Understanding the home as a place of fitness care

Health systems are getting more to plan for new remote patient monitoring (RPM) systems and intensive care and home hospitalization.

The U. S. Food and Drug AdministrationThe U. S. Food and Drug Administration (FDA) has announced the launch of the Home as a Health Care Hub, a resource designed for fitness leaders to understand how to design systems that deliver home care. As a component of this program, FDA Health’s Center for Devices and Radiology (CDRH) is hiring an architectural firm to explore how fitness care and equity can be included in the design of homes.

“While lately many care facilities are attempting to use the home as a virtual clinical site, very few have thought about the structural and critical elements of the home that will be needed to absorb this movement of care,” Jeff Shuren, MD, JD, Director of HRDC, and Michelle Tarver, MD, PhD, Associate Director of Transformation at HRDC, they said in a press release. In addition, devices that tend to be used in the home tend to be designed to work in isolation rather than as a component of an integrated, holistic environment. As a result, patients would arguably prefer to use multiple disparate medical devices—some never have a home environment—rather than interact with customizable, consumer-designed, medical-grade technologies that are seamlessly compatible. in a person’s lifestyle.

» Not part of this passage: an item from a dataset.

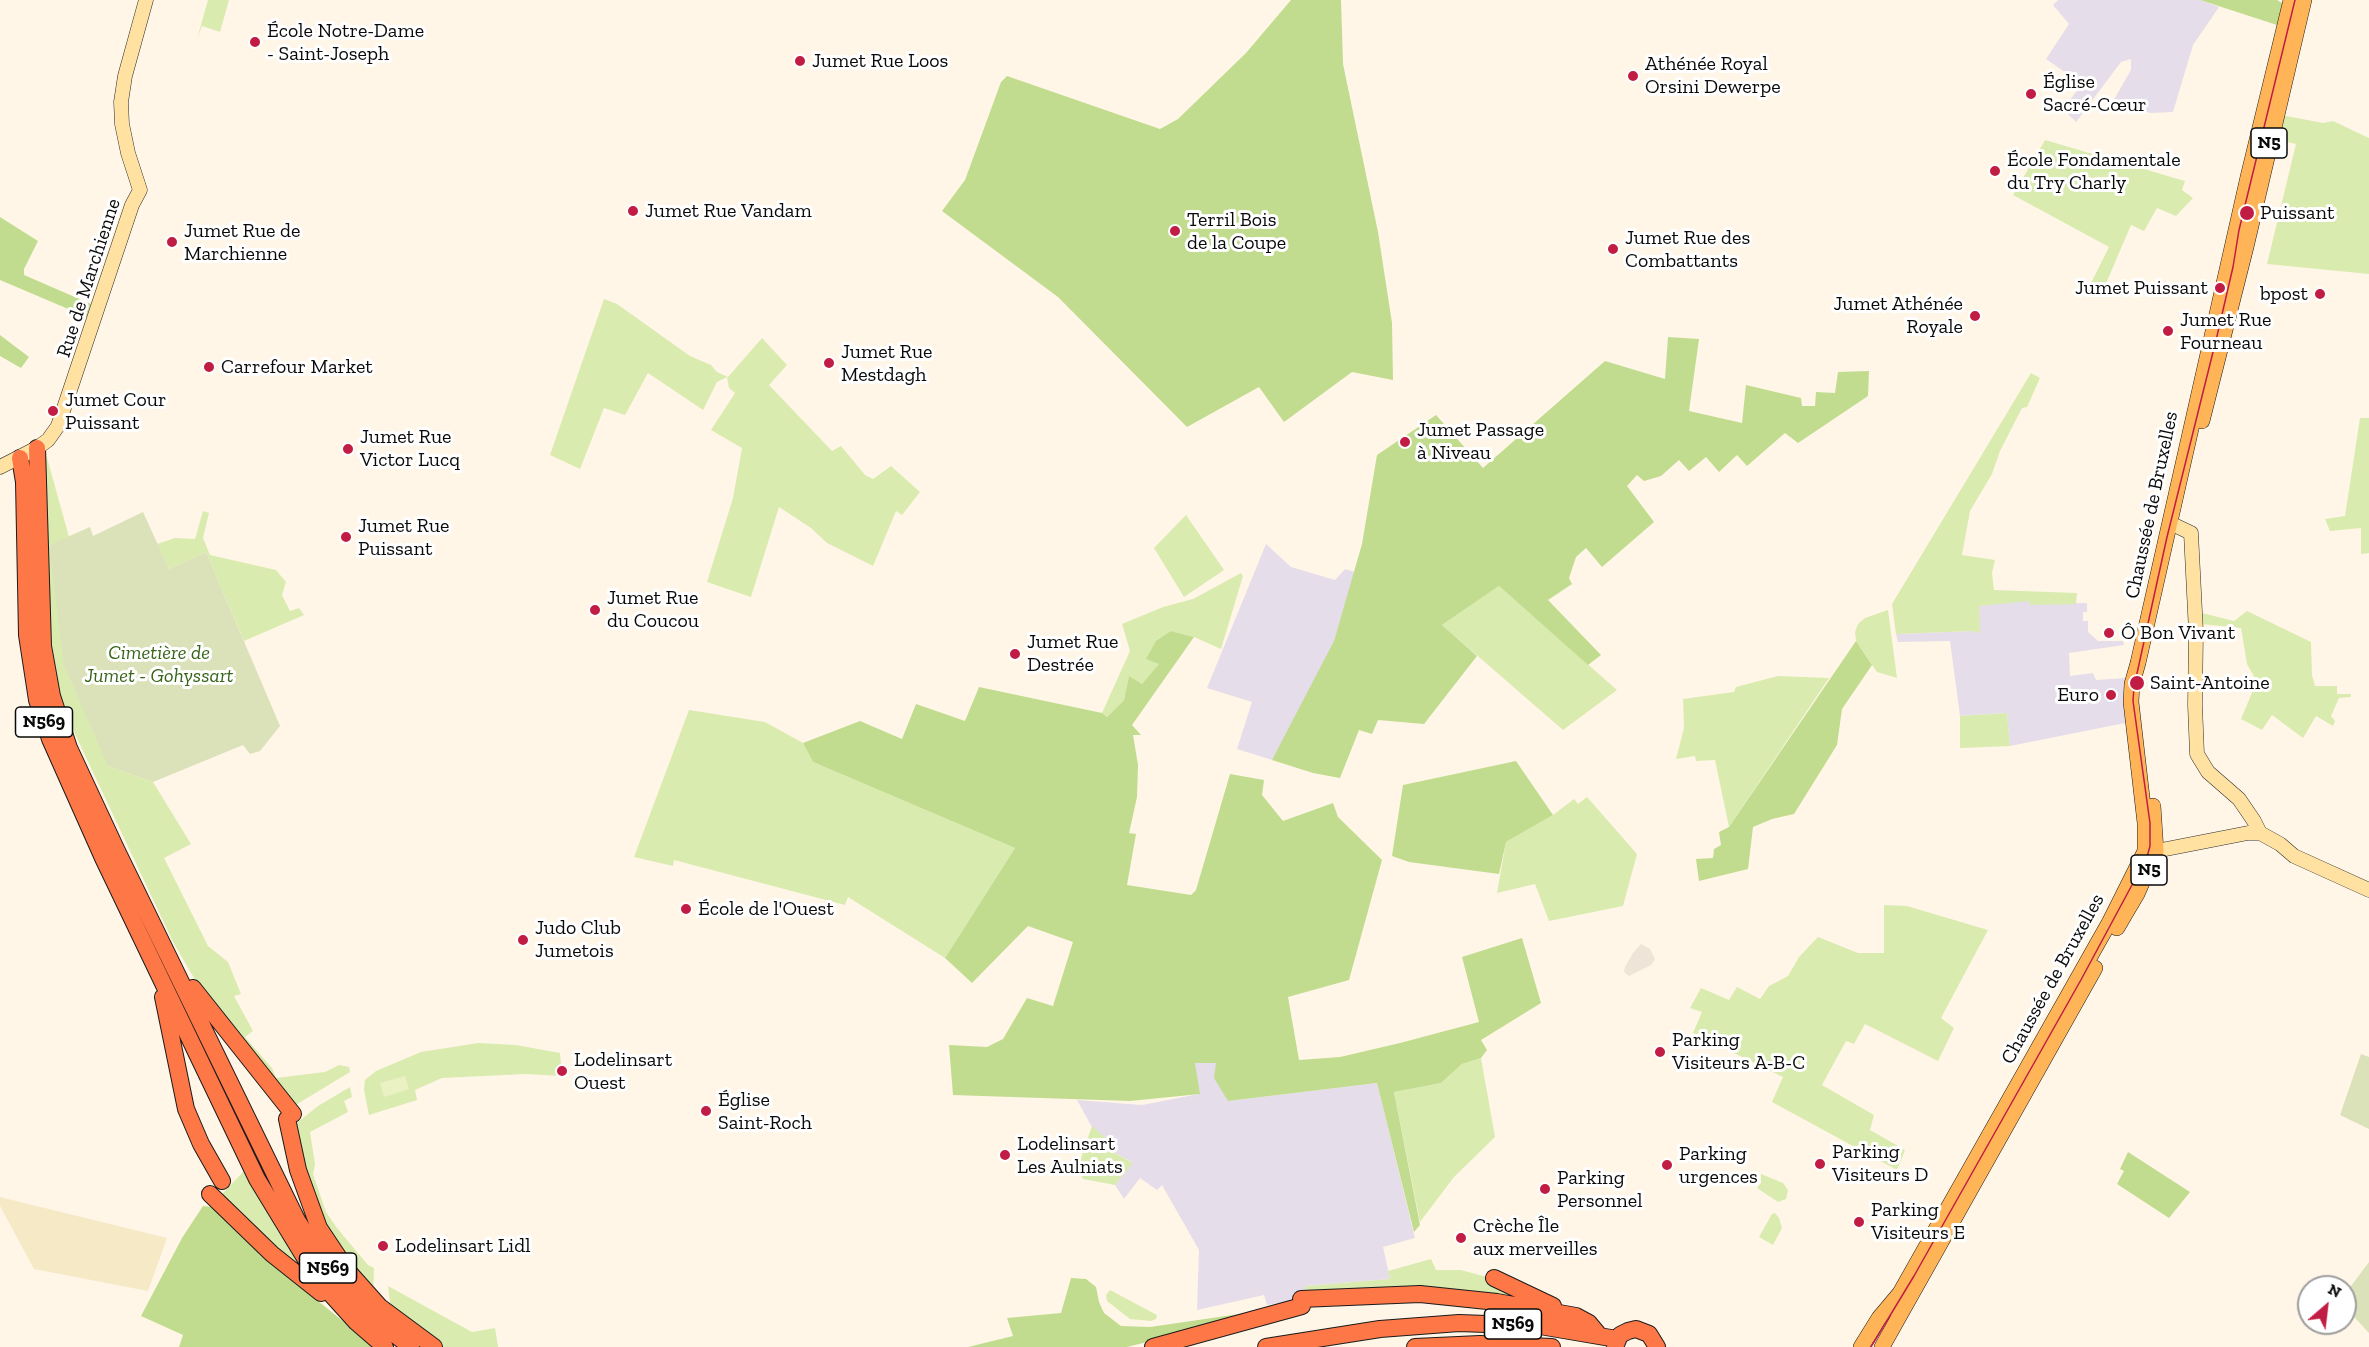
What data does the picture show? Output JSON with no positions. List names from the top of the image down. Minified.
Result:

The program builds on an intriguing trend in fitness care, in which fitness systems and hospitals are looking to move more from the hospital, clinic and doctor’s workplace to the patient’s home. This includes RPM systems that allow care groups to monitor patients at home. , either through patient knowledge gathering at decided times or with continuous monitoring, as well as acute care and home hospitalization systems that combine RPM, virtual care, and in-person care.

This transition is very easy. As the customer generation sector reports huge growth in smart and wearable devices that come with uses in fitness care, clinicians are wary of the reliability of the information coming from those devices and know how to use them. Also, while home offers a new environment. For the delivery of physical care, clinicians need to better understand the demanding situations and benefits of providing physical care within this setting.

“We have an untapped resource at home,” Hon Pak, vice president and head of virtual fitness equipment at Samsung Electronics and a former Kaiser Permanente executive, said at a CES 2024 panel on the topic last January in Las Vegas. “Basically, we have to replace the model” of care delivery.

The new program will also focus on another key strategy for fitness care innovation: addressing fitness inequalities or challenging situations such as access to fitness care and treatments caused by social fitness drivers.

“This partnership includes collaboration with patient groups, physical care providers, and the medical device industry to make the home a physical care center,” Shuren and Tarver said in the news release. “This prototype will serve as a think tank, just to connect you with the populations most impacted by fitness inequity, but also to allow medical device developers, policymakers, and providers to begin to find internal answers that advance fitness equity. “

“Existing models that tested home care delivery revealed maximum patient satisfaction, compliance, and potential cost savings from fitness systems,” they added. “Beginning with housing in rural spaces and low-income communities, the planned prototype will be deliberately designed with the purpose of promoting fitness equity. “

[Read more: Patient Joy Is Hospital Success at Home. ]

The two executives said the program is part of an overhaul of physical care to focus on the patient, with care plans that meet the patient’s wishes and not one that forces the patient to adapt to new roles or routines. As such, physical care providers want to perceive the environment around the patient.

“The Home as a Health Care Hub prototype is the beginning of the conversation: it’s helping device developers adopt new design approaches, giving providers opportunities to educate patients and expand care options, sparking discussions about value-based care paradigms, and opening up opportunities to bring clinical trials and other evidence-generating processes to underrepresented communities through the outbreak,” Said.

Eric Wicklund is Associate Director of Content and Editor-in-Chief of Innovation, Technology and Pharmacy at HealthLeaders.

As fitness systems increasingly move from hospitals, clinics, and doctors’ offices to the home, providers want to better perceive the patient’s home environment.

This involves understanding the benefits and demanding conditions of the family environment, devices and platforms that can capture reliable and relevant information, and addressing health inequalities.

The new FDA Home as a Health Care Center aims to provide a resource to expand greater home care programs, adding RPM and critical care and hospital home services.